When travelling in Europe, I often see stupid “torture museums” that are cleverly marketed. They make lots of money even though none of them has any real artifacts. If you’re looking for the macabre side of Europe, skip these hokey rip-offs and visit a cemetery–they’re authentic, artsy and oozing with history. Here’s a list of some of my favourites:

Pere Lachaise Cemetery, Paris: Littered with the tombstones of many of the city’s most illustrious dead, this is your best one-stop look at Paris’ fascinating, romantic past residents. The cemetery is relatively new, having opened in 1804. Today, this city of the dead (pop. 70,000) still accepts new residents, probably those who had heart attacks after learning the price: A 21-sq.-ft plot costs more than $15,000.

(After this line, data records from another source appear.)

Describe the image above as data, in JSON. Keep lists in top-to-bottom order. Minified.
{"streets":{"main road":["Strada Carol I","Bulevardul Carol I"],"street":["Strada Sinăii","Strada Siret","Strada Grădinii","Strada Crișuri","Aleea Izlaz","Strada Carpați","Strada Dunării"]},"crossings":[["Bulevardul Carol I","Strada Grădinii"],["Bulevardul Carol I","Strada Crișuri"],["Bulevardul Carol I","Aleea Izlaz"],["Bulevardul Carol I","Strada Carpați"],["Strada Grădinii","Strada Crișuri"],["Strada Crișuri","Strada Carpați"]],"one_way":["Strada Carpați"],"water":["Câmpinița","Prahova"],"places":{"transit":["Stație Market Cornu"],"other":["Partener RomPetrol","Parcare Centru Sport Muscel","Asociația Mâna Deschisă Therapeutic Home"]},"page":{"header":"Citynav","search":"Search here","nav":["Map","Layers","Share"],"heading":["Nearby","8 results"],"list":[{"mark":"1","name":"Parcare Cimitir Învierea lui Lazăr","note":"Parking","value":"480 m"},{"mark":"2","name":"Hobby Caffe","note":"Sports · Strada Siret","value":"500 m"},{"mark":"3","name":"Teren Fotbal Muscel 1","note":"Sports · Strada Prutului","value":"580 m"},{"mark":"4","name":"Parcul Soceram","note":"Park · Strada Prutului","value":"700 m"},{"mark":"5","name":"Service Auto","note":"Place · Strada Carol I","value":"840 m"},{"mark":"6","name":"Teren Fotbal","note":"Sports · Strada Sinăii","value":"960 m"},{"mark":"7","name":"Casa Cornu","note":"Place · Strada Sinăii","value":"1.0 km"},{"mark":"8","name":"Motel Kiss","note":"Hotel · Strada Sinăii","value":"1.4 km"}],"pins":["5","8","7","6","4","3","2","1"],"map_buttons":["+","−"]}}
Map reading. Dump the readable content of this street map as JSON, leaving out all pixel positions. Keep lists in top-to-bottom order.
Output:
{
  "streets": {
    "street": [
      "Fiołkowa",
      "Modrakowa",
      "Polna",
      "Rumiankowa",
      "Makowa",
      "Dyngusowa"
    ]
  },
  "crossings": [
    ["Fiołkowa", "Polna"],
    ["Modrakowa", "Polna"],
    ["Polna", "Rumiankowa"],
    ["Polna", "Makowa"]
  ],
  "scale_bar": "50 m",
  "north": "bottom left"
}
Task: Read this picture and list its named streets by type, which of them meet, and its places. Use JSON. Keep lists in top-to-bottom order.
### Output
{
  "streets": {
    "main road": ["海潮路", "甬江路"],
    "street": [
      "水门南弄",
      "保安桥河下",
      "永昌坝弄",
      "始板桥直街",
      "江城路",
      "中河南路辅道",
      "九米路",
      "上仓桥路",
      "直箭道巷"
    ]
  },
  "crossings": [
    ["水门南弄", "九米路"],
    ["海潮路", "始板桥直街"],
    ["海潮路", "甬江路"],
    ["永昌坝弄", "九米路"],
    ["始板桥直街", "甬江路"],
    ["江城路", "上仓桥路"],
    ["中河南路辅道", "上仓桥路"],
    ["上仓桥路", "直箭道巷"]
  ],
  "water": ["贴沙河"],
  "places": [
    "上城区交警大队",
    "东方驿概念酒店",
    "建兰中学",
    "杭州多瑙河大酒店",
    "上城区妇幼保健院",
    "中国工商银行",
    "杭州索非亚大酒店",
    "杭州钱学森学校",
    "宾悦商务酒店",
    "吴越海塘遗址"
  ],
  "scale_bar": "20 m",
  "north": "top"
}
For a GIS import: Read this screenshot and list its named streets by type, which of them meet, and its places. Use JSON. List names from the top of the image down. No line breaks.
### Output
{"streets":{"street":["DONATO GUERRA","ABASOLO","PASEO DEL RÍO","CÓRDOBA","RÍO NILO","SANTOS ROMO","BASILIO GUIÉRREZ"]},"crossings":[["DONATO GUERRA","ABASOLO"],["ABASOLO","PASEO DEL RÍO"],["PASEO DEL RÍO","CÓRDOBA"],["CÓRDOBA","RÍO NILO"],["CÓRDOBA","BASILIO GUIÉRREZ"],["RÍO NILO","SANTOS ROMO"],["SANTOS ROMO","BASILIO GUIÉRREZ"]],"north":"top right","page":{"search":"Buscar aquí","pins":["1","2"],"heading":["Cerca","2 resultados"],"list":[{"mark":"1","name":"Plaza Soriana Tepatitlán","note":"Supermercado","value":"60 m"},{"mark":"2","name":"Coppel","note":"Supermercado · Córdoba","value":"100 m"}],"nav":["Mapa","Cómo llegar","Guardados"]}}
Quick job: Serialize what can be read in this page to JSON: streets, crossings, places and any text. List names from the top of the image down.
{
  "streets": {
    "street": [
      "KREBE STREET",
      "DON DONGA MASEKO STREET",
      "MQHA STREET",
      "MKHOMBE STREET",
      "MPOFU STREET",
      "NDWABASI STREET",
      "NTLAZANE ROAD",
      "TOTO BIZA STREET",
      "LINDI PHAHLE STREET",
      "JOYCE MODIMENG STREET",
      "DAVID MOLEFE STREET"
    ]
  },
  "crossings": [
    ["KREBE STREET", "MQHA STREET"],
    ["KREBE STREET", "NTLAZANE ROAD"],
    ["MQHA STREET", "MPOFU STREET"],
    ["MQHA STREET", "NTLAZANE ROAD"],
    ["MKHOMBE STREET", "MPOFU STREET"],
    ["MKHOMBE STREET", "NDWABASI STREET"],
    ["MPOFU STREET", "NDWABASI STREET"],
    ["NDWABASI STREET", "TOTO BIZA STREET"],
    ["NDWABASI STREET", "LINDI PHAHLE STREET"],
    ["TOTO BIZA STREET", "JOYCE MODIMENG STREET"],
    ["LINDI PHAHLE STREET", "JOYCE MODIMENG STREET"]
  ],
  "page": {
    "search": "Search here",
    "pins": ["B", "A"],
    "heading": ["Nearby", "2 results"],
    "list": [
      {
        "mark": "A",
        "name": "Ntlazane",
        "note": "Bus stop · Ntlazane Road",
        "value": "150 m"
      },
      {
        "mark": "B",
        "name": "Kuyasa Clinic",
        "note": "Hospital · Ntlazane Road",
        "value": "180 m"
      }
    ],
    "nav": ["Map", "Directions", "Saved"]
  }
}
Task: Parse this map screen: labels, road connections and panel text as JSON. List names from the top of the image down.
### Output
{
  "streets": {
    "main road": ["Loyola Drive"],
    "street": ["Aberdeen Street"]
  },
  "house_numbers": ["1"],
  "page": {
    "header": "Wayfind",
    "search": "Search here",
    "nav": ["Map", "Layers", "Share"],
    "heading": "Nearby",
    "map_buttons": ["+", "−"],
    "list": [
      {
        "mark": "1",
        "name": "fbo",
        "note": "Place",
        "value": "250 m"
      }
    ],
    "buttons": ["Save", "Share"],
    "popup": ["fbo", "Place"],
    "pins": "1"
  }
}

The cemetery holds the remains of Frederic Chopin, Moliere, Edith Piaf, Gertrude Stein, Heloise and Abelard, and many more — but the grave of rock legend Jim Morrison is perhaps its most visited tomb. An iconic, funky bust of the rocker, which was stolen by fans, has been replaced with a more toned-down headstone. Another hot spot is Oscar Wilde’s final resting place. This writer and martyr to homosexuality is mourned by “outcast men” (as the inscription says) and by wearers of heavy lipstick, who used to cover his gravestone with kisses (it’s now protected by a plastic barrier).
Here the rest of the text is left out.